À Malempré, en attendant, on tente de montrer de quel bois on se chauffe en exploitant les haies et les taillis aux bords des chemins ou des prairies près du village. Un projet pilote de fauchage sur une portion de 1 km à côté de l’autoroute a été réalisé au printemps dernier. «L’expérience est concluante. On doit encore investir dans du matériel spécifique et on sera prêts, explique Vincent Sepult. Optimiste de nature, l’homme n’en demeure pas moins réaliste. Ça prendra le temps qu’il faut, mais on finira bien par y arriver. Les arbres ne montent pas au ciel… Il faut les gérer, les tailler sinon ils finissent par mourir. Ce serait dommage qu’on ne nous laisse pas exploiter tout ce potentiel.»
Sofico: un appel à intérêt taillé pour les petits opérateurs?
E25, E40, E42, E411, E429, le réseau autoroutier wallon est vaste et ses abords offrent un beau potentiel énergétique. La Sofico, la société qui gère le réseau en Wallonie, a lancé récemment un appel à manifestation d’intérêt pour la valorisation énergétique de ces zones à travers des projets «biomasse» mais aussi photovoltaïques et éoliens. Une opération qui doit permettre à la Sofico d’assurer son autonomie financière mais aussi de contribuer aux objectifs que la Région wallonne s’est fixés en matière d’énergies renouvelables.
Valorisée, la biomasse le long de nos autoroutes représente un marché de taille actuellement partagé entre une dizaine d’opérateurs du secteur bois-énergie. «Avant il y a avait plus d’opérateurs mais ça devenait difficile à gérer au niveau administratif, confie Philippe Colette, responsable du service environnement au Service public de Wallonie. On a été obligé de rationaliser et de réduire leur nombre.» Des concessions attribuées par adjudication publique où les gros opérateurs capables de remettre l’offre de prix la plus concurrentielle raflent la mise.
«Une fois coupé, le bois devient la propriété de l’entrepreneur», poursuit le responsable du SPW. Si le bois est utilisé pour fabriquer des pellets, des plaquettes ou des panneaux, l’entreprise est libre de le valoriser où et comme elle l’entend. Et parfois au-delà de nos frontières. Rien n’est précisé actuellement sur les dimensions «écologique» et «locale» de ces marchés publics.

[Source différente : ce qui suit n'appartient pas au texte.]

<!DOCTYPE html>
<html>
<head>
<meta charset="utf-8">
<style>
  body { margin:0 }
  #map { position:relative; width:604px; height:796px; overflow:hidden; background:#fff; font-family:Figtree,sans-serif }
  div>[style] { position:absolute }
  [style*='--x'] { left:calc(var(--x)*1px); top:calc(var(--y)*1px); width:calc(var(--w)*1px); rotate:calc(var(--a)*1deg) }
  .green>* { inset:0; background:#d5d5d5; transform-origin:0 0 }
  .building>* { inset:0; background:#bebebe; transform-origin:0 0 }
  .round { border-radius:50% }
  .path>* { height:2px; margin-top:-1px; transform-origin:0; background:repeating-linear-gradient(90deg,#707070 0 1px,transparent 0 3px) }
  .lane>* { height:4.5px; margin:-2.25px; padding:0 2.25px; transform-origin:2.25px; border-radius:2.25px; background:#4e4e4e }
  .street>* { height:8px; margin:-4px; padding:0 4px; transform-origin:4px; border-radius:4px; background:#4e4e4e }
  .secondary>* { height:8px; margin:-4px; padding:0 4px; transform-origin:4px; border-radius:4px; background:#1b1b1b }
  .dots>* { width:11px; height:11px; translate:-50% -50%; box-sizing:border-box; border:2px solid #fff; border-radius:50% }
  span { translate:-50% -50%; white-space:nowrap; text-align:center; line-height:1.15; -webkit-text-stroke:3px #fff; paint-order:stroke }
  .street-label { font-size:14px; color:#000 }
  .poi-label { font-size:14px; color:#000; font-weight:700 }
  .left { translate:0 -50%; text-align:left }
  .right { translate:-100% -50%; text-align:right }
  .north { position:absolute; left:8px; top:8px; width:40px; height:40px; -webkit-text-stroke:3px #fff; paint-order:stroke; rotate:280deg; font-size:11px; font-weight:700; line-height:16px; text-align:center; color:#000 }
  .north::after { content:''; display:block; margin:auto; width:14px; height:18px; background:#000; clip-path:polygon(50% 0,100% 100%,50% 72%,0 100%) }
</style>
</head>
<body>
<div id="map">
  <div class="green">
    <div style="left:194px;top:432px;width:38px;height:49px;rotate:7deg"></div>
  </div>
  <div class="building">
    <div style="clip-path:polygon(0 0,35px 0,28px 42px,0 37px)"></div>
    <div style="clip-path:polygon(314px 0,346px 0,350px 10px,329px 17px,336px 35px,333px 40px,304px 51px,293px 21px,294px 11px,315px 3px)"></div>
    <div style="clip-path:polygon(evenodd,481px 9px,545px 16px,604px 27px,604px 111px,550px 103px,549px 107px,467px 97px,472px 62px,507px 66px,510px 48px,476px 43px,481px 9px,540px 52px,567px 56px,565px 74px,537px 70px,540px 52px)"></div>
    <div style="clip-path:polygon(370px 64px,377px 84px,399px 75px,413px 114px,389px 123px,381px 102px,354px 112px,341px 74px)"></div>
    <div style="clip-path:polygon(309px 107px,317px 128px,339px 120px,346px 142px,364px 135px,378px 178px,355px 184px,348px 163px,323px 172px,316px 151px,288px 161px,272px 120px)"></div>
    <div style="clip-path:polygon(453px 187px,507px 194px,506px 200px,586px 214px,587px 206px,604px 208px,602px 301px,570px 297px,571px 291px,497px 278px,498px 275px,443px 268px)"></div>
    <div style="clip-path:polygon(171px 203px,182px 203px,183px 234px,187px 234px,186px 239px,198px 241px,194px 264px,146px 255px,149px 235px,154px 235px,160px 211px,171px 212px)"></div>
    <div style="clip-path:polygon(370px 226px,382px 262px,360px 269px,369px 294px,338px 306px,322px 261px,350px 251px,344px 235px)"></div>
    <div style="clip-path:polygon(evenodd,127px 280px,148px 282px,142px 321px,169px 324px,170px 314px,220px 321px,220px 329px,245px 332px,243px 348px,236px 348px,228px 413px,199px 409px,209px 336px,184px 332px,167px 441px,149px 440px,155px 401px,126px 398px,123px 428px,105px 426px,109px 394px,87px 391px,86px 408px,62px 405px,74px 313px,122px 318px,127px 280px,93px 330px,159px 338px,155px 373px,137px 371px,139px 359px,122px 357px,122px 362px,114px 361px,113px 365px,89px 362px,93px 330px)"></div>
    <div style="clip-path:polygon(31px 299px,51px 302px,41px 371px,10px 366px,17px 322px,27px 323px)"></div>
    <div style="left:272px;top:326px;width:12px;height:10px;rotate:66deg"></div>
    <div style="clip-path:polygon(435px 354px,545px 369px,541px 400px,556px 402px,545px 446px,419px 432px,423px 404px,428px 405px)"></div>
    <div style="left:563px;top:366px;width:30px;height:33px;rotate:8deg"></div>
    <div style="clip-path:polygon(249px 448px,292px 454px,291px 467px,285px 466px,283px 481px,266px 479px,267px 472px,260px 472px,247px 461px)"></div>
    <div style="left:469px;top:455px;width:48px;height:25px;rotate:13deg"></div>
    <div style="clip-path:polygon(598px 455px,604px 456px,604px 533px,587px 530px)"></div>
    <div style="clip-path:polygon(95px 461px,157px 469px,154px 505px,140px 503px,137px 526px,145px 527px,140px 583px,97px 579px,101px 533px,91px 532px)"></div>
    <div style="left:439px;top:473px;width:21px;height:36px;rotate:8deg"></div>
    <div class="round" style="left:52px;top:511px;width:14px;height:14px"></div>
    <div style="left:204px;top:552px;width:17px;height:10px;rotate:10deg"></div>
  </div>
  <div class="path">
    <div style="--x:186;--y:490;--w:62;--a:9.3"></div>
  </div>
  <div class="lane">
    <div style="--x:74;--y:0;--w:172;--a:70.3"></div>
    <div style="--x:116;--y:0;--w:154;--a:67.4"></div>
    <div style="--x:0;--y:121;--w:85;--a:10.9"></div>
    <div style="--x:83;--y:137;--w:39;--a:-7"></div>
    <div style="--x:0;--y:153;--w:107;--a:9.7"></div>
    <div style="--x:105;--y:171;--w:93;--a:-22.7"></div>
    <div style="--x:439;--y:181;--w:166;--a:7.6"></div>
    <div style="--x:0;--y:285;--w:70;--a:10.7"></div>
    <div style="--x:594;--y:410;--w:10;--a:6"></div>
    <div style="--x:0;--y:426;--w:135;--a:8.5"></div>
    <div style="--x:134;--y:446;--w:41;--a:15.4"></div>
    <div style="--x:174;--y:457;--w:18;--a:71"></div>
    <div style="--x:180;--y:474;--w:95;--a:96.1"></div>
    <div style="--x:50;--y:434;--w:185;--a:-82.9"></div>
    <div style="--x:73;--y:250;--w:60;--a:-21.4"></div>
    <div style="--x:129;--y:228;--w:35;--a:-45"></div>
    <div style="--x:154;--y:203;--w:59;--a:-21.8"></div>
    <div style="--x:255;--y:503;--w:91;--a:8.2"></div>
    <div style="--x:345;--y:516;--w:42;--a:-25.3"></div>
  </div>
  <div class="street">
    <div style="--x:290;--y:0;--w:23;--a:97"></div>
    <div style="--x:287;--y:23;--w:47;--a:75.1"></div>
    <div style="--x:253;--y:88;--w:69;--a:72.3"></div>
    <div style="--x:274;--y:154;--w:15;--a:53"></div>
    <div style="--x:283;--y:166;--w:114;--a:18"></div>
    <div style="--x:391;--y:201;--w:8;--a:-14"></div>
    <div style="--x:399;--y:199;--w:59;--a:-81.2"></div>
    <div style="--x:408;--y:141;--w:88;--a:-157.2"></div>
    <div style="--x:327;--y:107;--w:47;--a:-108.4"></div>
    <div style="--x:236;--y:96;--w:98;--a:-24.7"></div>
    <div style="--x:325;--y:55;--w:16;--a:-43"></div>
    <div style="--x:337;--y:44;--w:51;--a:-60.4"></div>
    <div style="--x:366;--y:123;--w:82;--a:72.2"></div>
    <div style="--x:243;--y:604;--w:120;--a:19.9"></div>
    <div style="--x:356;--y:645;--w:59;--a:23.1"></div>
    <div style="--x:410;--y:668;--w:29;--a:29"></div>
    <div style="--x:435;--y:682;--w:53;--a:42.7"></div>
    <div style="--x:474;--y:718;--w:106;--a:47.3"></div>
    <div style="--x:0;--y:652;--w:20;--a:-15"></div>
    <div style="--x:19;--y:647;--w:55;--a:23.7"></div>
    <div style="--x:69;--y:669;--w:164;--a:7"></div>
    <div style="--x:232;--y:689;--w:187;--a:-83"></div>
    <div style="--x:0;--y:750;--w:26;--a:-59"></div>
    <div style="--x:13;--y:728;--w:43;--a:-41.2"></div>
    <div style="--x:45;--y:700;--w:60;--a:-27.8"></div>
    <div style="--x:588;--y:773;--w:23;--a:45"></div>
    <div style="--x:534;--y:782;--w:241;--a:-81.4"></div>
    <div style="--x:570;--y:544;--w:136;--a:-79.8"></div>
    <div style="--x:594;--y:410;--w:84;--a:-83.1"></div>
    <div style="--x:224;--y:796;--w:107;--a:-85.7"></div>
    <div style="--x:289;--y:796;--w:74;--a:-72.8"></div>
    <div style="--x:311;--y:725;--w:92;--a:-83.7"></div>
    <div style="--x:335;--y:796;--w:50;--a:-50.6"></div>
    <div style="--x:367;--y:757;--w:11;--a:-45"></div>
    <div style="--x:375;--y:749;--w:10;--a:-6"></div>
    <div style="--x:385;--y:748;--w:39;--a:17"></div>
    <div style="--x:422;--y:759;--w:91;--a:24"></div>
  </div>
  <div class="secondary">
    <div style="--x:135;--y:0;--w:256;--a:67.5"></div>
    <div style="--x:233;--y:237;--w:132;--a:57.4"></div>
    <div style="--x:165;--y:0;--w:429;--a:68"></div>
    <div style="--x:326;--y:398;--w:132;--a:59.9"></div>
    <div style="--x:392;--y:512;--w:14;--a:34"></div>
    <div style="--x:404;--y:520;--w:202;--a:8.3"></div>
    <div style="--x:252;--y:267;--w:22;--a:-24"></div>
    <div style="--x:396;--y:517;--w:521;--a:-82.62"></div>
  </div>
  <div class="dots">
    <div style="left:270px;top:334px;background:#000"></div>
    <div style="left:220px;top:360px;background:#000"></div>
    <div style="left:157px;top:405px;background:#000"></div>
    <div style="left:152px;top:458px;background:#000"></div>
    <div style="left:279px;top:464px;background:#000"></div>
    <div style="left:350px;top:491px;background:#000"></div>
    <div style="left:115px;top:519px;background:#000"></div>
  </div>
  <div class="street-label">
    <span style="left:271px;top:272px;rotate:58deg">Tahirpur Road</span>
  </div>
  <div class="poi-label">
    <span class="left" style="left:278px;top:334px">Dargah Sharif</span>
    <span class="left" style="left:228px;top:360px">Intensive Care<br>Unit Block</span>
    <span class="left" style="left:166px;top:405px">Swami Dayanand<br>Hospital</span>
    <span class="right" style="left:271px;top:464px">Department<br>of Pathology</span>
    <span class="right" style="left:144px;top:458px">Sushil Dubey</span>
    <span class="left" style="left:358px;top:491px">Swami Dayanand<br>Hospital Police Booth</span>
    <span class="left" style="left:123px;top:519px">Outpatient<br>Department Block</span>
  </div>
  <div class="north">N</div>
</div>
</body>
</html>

Mais les choses bougent puisque le récent appel à intérêt de la Sofico précise que «la faveur sera donnée à une production et une consommation locales de l’énergie produite». De plus, contrairement au précédent appel lancé en 2012, la Sofico n’exclut plus désormais que «la réalisation du projet d’ensemble soit prise en charge par plusieurs opérateurs distincts qui se partageraient la surface totale en plusieurs projets distincts s’il s’agissait de réaliser le projet global de manière plus pertinente». En clair, là où le précédent appel avantageait de facto les gros opérateurs seuls capables d’assurer une exploitation multidimensionnelle (le fauchage, la taille sur les abords mais aussi en berme centrale…) du réseau, désormais, la voie est ouverte aux petits opérateurs.

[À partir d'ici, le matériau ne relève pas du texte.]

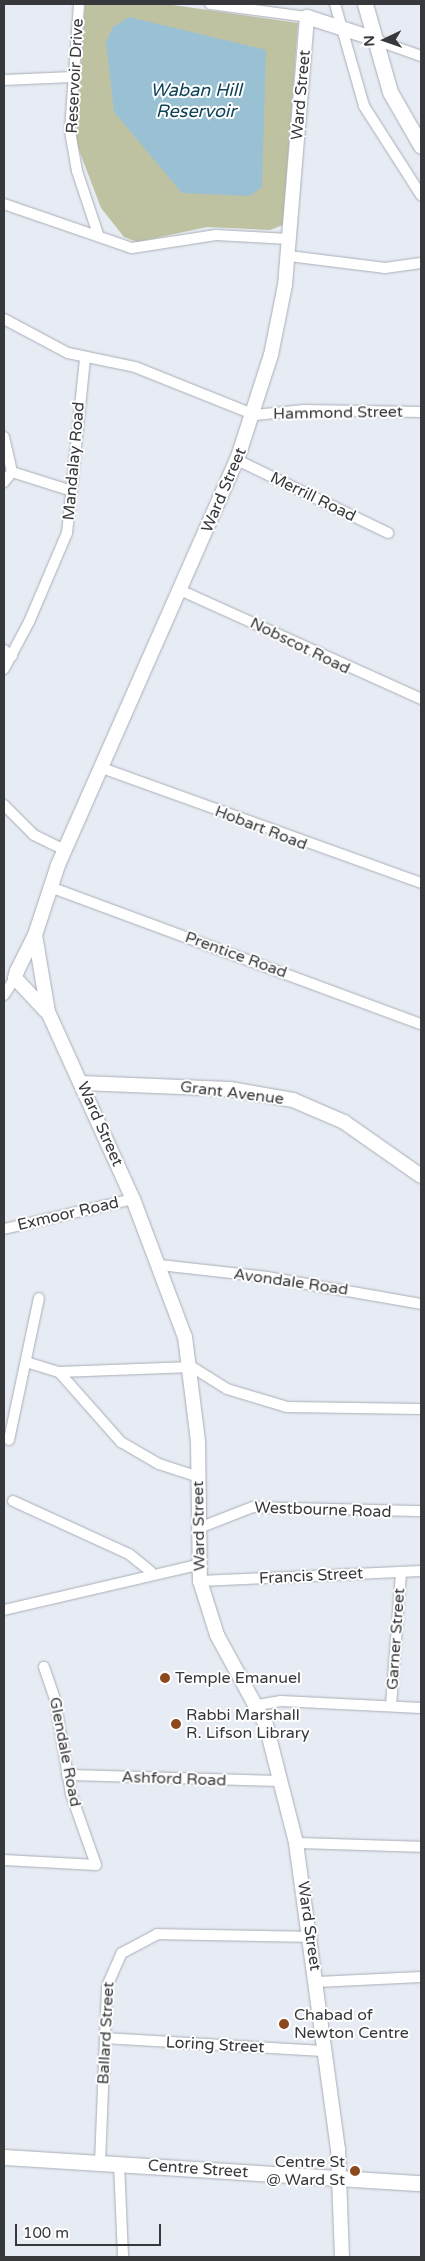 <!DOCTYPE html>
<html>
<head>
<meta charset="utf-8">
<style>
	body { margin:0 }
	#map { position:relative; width:425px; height:2261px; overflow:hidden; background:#e6ebf4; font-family:"Varela Round",sans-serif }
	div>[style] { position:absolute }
	.green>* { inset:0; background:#bfc2a1 }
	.water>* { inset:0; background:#9ac0d4 }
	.roads { filter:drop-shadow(0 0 1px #a9aeb6) drop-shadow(0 0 1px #a9aeb6) }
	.street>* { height:10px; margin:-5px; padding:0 5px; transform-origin:5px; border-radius:5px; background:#fff }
	.secondary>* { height:14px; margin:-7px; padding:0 7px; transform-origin:7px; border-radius:7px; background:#fff }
	.primary>* { height:15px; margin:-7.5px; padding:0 7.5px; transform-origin:7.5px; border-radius:7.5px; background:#fff }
	.dots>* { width:14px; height:14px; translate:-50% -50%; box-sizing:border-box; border:2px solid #fff; border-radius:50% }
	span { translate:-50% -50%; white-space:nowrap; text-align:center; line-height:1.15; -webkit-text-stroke:4px #fff; paint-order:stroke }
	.street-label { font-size:16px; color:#36383b }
	.poi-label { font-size:16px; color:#36383b }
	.left { translate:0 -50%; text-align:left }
	.right { translate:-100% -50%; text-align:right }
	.water-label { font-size:18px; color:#0f4358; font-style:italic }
	.frame { position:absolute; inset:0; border:5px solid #36383b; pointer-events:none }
	.north { position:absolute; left:360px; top:15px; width:50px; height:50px; -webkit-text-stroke:4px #fff; paint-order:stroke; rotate:267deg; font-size:14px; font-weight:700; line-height:20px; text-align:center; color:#36383b }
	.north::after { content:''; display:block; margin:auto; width:18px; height:22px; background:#36383b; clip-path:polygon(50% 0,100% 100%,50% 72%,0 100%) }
	.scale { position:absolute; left:15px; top:2224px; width:146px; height:22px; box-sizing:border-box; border:2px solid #36383b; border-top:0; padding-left:6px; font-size:15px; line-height:18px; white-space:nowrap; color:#36383b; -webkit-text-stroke:4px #fff; paint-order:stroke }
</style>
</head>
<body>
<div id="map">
	<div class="green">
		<i style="clip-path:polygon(85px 4px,166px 4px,298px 23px,283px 225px,270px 230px,207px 227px,137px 242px,124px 237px,101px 208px,76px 142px)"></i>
	</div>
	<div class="water">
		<i style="clip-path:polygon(129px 17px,266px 50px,262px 187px,250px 196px,182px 193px,114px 112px,106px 42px,113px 27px)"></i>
	</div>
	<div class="roads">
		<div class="street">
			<i style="left:79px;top:4px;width:127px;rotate:94.1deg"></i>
			<i style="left:70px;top:131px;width:41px;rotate:80.1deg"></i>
			<i style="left:77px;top:171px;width:66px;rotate:71.6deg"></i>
			<i style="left:210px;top:4px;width:98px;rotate:7.6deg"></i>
			<i style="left:335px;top:4px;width:106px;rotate:74.1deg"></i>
			<i style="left:364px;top:106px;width:106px;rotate:57.4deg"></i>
			<i style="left:373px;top:39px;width:51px;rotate:19.5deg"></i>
			<i style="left:4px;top:80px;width:69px;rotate:-2.5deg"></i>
			<i style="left:4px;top:204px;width:135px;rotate:19deg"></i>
			<i style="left:132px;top:248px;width:85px;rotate:-8.8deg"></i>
			<i style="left:216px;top:235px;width:73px;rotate:3.1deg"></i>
			<i style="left:289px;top:256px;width:97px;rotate:7.1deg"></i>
			<i style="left:385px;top:268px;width:36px;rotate:-8deg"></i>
			<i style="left:4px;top:319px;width:72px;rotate:28deg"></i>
			<i style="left:68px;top:353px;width:68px;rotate:11.8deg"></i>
			<i style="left:135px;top:367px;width:129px;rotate:21.8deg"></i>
			<i style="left:255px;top:415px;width:49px;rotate:-5.8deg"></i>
			<i style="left:304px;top:410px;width:117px;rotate:1deg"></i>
			<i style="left:4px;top:437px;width:36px;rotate:77deg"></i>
			<i style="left:237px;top:460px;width:168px;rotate:25.8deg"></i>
			<i style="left:12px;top:472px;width:63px;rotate:17.6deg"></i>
			<i style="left:4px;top:482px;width:13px;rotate:-51deg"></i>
			<i style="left:180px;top:590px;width:265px;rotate:24.3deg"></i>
			<i style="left:4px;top:650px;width:10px;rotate:37deg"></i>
			<i style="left:4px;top:669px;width:53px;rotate:-62deg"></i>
			<i style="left:29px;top:622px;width:97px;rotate:-66.9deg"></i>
			<i style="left:67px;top:533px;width:175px;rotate:-84.1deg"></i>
			<i style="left:102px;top:768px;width:339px;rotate:19.8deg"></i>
			<i style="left:4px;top:805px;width:42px;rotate:45deg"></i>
			<i style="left:34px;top:835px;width:34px;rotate:26deg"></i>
			<i style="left:50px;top:887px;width:395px;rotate:20.3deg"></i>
			<i style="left:4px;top:995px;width:20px;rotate:-57deg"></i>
			<i style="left:4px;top:1229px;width:132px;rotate:-13.1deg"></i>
			<i style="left:160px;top:1265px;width:108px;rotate:6.4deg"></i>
			<i style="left:267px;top:1277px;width:156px;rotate:9.9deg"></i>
			<i style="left:26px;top:1362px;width:34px;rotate:17deg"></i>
			<i style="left:59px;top:1372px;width:133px;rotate:-2.2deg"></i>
			<i style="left:192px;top:1367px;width:41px;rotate:32.2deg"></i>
			<i style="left:227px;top:1389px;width:63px;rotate:16.7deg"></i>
			<i style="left:287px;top:1407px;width:134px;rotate:0.9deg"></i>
			<i style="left:59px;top:1372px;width:94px;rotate:48.5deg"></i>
			<i style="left:121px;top:1442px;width:44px;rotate:30.1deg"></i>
			<i style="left:159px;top:1464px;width:42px;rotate:18deg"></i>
			<i style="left:9px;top:1440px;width:145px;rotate:-78.1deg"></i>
			<i style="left:13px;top:1501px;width:128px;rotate:24.6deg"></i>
			<i style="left:129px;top:1554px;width:28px;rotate:39deg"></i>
			<i style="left:199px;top:1528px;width:58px;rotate:-21.3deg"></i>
			<i style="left:253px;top:1507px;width:168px;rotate:1.4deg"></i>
			<i style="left:200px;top:1581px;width:221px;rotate:-2.6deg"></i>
			<i style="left:4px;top:1610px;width:199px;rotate:-13.1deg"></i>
			<i style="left:258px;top:1705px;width:23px;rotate:-10deg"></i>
			<i style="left:281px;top:1701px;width:140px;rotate:2.9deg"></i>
			<i style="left:391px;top:1706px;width:134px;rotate:-85.7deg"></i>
			<i style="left:67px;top:1775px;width:215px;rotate:1.6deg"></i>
			<i style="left:296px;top:1843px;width:125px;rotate:1.8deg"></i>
			<i style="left:4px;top:1860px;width:92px;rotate:3.1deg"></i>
			<i style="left:96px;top:1865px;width:75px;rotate:-109.4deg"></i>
			<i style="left:71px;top:1794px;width:96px;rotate:-99.6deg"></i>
			<i style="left:55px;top:1699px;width:34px;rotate:-109deg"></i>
			<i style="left:317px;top:1982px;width:104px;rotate:-2.8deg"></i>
			<i style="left:105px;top:2038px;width:221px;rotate:3.4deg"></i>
			<i style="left:100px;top:2163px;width:177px;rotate:-87.7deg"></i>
			<i style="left:107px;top:1986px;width:36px;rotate:-66deg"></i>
			<i style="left:122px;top:1953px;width:40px;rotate:-28deg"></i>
			<i style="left:157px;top:1934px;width:155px;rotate:1.1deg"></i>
			<i style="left:119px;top:2164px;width:93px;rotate:87.5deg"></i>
		</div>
		<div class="secondary">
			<i style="left:35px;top:935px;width:78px;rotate:80.4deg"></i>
			<i style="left:48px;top:1012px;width:205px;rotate:65.6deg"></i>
			<i style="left:133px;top:1199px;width:147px;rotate:69.4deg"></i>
			<i style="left:185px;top:1337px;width:106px;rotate:82.9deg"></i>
			<i style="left:198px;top:1442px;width:139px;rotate:89.2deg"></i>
			<i style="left:200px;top:1581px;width:57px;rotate:72.5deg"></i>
			<i style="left:217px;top:1635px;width:102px;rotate:61.4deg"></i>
			<i style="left:266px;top:1725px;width:122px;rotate:75.7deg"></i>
			<i style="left:296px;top:1843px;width:309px;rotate:82.2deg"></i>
			<i style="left:338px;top:2149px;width:108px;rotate:87.9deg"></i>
			<i style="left:46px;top:1011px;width:45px;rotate:-133.2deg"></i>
			<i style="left:15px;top:978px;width:7px;rotate:-74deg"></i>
			<i style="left:17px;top:971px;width:40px;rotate:-63.4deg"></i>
			<i style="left:35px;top:935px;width:74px;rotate:-71.8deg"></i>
			<i style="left:58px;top:865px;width:443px;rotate:-66.2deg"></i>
			<i style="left:237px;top:460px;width:110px;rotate:-72.1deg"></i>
			<i style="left:271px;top:355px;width:71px;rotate:-78.7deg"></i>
			<i style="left:285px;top:285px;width:269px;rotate:-85.3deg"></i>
			<i style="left:307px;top:17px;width:68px;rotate:17.9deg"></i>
			<i style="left:82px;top:1083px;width:148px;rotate:2.3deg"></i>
			<i style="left:230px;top:1089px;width:64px;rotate:9.9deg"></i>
			<i style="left:293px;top:1100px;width:56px;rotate:23.3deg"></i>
			<i style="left:344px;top:1122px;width:94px;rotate:35deg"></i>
		</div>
		<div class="primary">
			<i style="left:365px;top:4px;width:91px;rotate:74.1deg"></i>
			<i style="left:390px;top:92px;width:62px;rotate:60.1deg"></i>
			<i style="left:4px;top:2157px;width:418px;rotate:3.6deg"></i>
		</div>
	</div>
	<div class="dots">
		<i style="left:165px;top:1678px;background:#8d491e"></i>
		<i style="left:176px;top:1724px;background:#8d491e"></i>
		<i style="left:284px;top:2024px;background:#8d491e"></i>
		<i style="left:355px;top:2171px;background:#8d491e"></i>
	</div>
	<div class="street-label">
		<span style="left:75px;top:76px;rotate:-87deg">Reservoir Drive</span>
		<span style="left:301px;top:95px;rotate:-85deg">Ward Street</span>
		<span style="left:338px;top:413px;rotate:-1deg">Hammond Street</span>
		<span style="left:74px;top:461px;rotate:-85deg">Mandalay Road</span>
		<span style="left:224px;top:490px;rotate:-67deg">Ward Street</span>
		<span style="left:313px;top:497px;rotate:26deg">Merrill Road</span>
		<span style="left:300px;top:646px;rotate:26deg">Nobscot Road</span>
		<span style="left:261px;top:828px;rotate:21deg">Hobart Road</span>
		<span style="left:236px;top:955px;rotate:20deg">Prentice Road</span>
		<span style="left:232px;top:1093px;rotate:7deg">Grant Avenue</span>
		<span style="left:100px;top:1124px;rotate:66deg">Ward Street</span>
		<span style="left:68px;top:1214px;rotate:-13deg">Exmoor Road</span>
		<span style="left:291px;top:1282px;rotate:8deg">Avondale Road</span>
		<span style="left:323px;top:1510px;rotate:2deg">Westbourne Road</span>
		<span style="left:199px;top:1526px;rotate:-91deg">Ward Street</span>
		<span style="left:311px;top:1576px;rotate:-3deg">Francis Street</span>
		<span style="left:396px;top:1639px;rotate:-86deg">Garner Street</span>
		<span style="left:65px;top:1752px;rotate:79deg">Glendale Road</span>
		<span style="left:174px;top:1779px;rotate:2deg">Ashford Road</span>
		<span style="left:309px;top:1926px;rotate:82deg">Ward Street</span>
		<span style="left:106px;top:2033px;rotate:-87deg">Ballard Street</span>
		<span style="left:215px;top:2045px;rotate:3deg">Loring Street</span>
		<span style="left:198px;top:2169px;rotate:4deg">Centre Street</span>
	</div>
	<div class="poi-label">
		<span class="left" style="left:175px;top:1678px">Temple Emanuel</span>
		<span class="left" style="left:186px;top:1724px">Rabbi Marshall<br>R. Lifson Library</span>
		<span class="left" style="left:294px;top:2024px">Chabad of<br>Newton Centre</span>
		<span class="right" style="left:345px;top:2171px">Centre St<br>@ Ward St</span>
	</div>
	<div class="water-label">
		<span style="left:196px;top:101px">Waban Hill<br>Reservoir</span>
	</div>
	<div class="frame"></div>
	<div class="north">N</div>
	<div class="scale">100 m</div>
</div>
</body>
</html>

L’administrateur délégué de la Sofico, Jacques Dehalu, le confirme. L’appel à intérêt qui se clôture le 31 octobre 2016 «vise tous les acteurs, les grands comme les petits». Sur la base des différentes marques d’intérêt, la société s’est engagée à établir un cahier des charges global pour mars 2017 et a lancé ensuite un véritable «appel à projets» dont les résultats sont attendus au plus tôt pour fin 2017. Les premiers projets pilotes devraient démarrer début 2018. Du côté de Malempré, on prend son mal en patience. Et on touche du bois.